■ Task instructions: Look for "strokeStyle" in the records and copy every line that has it.

Collected data entries
======

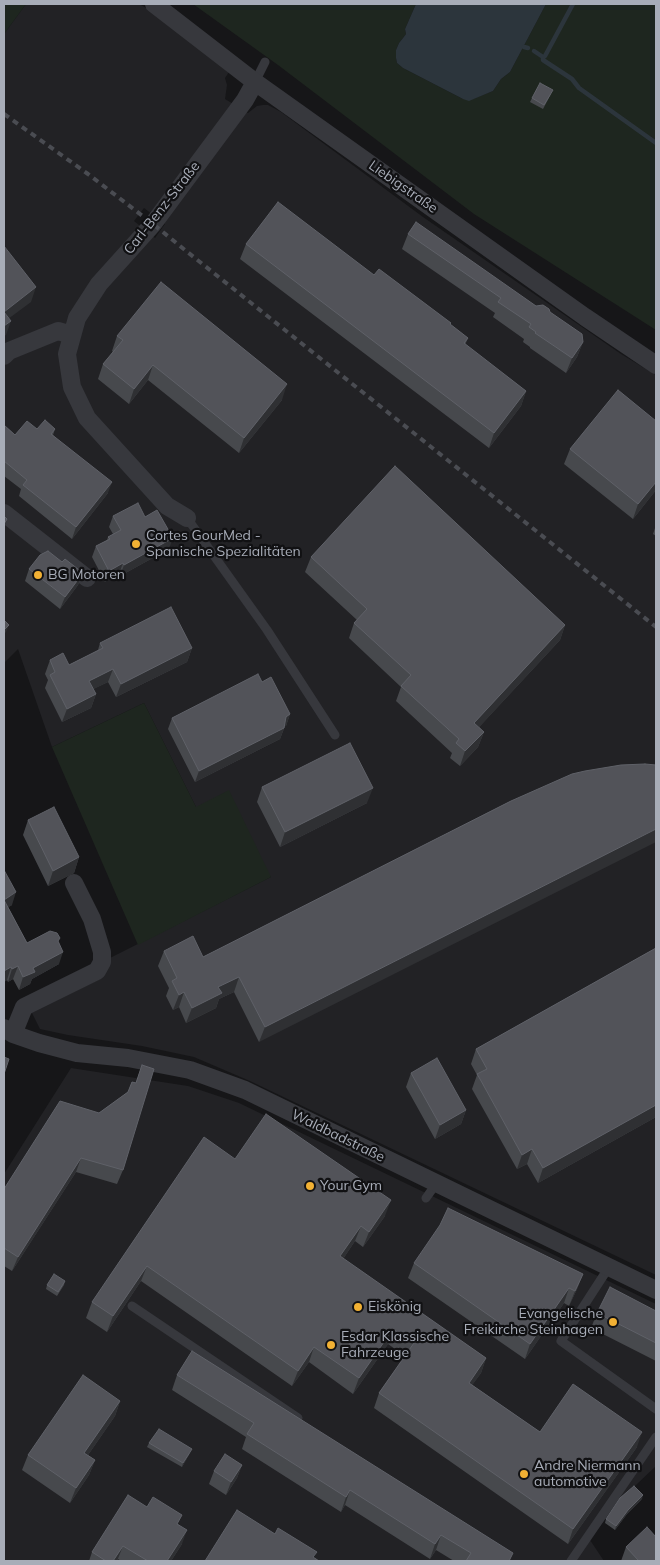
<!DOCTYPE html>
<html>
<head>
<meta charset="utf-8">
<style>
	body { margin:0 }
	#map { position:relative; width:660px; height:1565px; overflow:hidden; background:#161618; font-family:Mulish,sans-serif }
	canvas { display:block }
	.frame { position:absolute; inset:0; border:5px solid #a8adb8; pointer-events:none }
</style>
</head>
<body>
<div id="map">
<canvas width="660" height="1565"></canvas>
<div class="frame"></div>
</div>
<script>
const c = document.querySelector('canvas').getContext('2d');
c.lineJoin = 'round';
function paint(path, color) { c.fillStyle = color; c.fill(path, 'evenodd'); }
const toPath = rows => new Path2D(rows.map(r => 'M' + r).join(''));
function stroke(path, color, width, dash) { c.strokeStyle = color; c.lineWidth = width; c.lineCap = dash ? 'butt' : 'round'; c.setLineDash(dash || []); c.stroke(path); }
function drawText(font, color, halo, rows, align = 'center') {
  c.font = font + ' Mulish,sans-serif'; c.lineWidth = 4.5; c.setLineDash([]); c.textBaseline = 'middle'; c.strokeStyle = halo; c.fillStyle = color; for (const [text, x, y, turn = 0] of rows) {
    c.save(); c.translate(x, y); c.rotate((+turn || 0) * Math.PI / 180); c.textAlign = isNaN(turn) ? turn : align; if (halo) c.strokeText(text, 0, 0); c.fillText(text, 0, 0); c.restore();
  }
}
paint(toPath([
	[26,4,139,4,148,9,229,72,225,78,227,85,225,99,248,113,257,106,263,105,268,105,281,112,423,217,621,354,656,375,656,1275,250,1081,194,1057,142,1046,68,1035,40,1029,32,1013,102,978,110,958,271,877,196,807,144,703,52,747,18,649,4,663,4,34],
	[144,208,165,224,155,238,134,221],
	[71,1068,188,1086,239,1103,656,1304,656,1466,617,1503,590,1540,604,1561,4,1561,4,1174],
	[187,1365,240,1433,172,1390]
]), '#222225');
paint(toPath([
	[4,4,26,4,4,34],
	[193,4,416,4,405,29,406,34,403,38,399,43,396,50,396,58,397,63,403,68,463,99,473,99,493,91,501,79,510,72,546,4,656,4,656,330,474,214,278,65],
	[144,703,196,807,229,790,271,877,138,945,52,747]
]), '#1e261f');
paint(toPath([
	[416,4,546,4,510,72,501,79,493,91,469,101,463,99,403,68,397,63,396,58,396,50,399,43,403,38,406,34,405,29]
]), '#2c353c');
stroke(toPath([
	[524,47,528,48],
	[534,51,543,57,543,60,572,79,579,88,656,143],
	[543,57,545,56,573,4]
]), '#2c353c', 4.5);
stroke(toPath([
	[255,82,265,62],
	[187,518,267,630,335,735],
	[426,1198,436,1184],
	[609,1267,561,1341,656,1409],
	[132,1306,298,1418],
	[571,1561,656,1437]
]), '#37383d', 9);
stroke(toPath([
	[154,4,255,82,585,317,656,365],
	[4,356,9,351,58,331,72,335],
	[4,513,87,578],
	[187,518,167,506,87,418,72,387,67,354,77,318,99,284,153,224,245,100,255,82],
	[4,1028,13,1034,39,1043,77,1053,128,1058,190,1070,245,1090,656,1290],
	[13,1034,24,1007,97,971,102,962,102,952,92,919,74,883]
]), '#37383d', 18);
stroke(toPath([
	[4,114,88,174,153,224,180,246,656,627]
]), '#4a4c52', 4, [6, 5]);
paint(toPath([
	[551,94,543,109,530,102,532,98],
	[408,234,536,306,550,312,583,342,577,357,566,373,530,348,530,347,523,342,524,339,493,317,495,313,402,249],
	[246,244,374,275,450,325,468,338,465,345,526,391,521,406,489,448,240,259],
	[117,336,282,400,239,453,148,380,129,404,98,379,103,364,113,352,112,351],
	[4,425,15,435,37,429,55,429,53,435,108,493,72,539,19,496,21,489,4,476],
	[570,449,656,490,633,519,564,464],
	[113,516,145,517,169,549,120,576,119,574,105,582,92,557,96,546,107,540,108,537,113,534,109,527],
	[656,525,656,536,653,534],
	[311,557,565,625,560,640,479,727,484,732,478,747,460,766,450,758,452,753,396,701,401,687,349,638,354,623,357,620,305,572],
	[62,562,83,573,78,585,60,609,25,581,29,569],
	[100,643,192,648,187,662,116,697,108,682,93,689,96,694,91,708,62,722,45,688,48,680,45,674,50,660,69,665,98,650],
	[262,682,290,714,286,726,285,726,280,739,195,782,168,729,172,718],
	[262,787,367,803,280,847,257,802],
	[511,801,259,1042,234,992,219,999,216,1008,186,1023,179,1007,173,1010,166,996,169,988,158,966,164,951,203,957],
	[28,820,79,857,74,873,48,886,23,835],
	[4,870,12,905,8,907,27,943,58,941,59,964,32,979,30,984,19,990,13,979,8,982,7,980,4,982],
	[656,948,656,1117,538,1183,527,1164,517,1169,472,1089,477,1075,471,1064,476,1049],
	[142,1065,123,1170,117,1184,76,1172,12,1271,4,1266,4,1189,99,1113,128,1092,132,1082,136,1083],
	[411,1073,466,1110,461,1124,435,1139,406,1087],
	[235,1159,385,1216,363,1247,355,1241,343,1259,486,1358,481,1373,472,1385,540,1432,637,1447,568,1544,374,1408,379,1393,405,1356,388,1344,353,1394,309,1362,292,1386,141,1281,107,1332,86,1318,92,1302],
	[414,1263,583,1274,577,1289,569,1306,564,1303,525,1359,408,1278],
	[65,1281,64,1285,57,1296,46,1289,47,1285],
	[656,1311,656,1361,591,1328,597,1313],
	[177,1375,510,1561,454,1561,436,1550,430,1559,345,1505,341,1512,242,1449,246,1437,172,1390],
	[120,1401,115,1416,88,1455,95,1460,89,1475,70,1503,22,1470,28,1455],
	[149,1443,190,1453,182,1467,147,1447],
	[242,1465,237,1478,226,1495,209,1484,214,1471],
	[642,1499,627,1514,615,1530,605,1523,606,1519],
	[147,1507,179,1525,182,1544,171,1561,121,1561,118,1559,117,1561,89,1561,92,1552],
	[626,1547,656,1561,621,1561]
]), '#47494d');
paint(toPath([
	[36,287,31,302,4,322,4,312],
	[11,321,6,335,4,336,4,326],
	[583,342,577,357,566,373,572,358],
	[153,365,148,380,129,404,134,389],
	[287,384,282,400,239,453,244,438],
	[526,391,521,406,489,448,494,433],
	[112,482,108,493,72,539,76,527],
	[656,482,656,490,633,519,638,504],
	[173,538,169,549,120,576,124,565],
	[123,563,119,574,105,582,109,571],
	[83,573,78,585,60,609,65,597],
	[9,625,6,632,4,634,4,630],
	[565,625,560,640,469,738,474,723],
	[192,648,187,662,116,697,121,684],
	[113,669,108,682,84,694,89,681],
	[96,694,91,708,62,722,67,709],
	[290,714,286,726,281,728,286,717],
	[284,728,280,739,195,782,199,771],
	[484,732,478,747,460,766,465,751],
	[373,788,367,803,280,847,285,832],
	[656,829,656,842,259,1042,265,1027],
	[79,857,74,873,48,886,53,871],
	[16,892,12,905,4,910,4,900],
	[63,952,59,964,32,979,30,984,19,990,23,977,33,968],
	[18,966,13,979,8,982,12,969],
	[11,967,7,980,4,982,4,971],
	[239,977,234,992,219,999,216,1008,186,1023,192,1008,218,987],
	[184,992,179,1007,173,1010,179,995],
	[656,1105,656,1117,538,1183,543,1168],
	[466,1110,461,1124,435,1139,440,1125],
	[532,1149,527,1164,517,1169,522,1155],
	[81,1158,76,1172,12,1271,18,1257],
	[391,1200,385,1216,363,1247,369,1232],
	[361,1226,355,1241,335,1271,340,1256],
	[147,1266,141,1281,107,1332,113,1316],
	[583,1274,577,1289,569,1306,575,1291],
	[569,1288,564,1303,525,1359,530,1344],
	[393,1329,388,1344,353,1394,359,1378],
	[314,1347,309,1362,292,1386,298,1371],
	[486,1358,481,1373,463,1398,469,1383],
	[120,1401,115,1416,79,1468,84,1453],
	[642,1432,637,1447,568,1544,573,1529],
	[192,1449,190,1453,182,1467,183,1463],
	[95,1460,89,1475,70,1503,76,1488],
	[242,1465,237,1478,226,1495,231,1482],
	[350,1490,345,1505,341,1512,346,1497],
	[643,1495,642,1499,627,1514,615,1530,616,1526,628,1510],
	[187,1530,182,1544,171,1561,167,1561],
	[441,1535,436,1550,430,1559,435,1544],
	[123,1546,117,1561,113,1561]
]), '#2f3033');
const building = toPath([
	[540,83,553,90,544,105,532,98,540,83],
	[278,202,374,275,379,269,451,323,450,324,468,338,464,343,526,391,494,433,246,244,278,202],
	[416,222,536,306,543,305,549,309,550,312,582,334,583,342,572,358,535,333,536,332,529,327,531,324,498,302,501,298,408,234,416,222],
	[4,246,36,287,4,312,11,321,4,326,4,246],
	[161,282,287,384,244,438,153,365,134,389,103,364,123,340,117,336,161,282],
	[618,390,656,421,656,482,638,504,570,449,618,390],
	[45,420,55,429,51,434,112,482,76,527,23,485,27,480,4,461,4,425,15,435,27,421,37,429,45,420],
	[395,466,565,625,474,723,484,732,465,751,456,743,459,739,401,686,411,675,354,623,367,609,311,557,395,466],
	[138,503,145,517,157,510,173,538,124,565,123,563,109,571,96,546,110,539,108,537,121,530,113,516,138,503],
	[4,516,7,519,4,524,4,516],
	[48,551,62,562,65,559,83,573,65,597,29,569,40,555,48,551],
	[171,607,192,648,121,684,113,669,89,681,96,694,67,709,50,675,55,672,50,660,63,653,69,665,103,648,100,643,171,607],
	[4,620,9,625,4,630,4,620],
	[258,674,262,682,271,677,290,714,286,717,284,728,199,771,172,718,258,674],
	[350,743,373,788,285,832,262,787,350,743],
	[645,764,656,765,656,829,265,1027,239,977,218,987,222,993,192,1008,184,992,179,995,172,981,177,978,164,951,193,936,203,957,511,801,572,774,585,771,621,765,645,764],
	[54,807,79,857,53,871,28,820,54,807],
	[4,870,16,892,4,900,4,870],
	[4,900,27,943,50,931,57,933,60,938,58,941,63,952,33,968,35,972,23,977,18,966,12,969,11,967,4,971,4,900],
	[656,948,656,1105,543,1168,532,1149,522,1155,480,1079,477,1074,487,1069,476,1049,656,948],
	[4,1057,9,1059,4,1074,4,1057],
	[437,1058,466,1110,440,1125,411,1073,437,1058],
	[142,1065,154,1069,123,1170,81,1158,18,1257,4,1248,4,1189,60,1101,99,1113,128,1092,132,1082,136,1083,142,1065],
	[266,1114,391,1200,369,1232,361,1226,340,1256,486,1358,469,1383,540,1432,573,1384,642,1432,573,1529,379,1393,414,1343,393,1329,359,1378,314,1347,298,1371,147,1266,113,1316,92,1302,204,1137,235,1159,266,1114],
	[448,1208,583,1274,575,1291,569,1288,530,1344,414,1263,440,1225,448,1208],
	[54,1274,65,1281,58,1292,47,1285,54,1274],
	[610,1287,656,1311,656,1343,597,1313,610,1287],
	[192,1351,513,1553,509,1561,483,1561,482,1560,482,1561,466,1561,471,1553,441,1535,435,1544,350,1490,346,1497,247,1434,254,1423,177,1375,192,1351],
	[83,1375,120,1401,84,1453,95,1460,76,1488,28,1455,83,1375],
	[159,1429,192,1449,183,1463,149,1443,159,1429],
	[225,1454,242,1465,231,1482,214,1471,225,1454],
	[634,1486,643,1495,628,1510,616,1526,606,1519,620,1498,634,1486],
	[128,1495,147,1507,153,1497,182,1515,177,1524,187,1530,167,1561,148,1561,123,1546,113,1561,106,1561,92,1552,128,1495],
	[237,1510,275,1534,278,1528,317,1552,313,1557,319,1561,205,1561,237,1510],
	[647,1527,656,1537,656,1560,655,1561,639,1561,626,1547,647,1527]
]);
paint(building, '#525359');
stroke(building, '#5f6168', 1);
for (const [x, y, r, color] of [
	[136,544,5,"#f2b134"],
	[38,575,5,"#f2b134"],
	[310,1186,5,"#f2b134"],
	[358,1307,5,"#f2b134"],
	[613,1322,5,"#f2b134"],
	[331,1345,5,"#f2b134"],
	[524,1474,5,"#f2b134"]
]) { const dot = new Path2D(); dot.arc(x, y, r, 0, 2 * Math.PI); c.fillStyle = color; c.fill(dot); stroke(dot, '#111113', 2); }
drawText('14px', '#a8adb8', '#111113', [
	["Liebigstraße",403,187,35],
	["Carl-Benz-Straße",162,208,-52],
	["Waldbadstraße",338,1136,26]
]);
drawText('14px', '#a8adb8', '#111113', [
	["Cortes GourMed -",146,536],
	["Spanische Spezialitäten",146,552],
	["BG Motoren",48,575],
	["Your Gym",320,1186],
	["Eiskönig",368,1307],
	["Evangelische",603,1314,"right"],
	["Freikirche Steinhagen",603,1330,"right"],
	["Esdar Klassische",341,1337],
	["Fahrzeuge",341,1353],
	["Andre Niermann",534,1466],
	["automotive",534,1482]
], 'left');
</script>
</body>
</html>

======

■ Output for this exercise:
function stroke(path, color, width, dash) { c.strokeStyle = color; c.lineWidth = width; c.lineCap = dash ? 'butt' : 'round'; c.setLineDash(dash || []); c.stroke(path); }
  c.font = font + ' Mulish,sans-serif'; c.lineWidth = 4.5; c.setLineDash([]); c.textBaseline = 'middle'; c.strokeStyle = halo; c.fillStyle = color; for (const [text, x, y, turn = 0] of rows) {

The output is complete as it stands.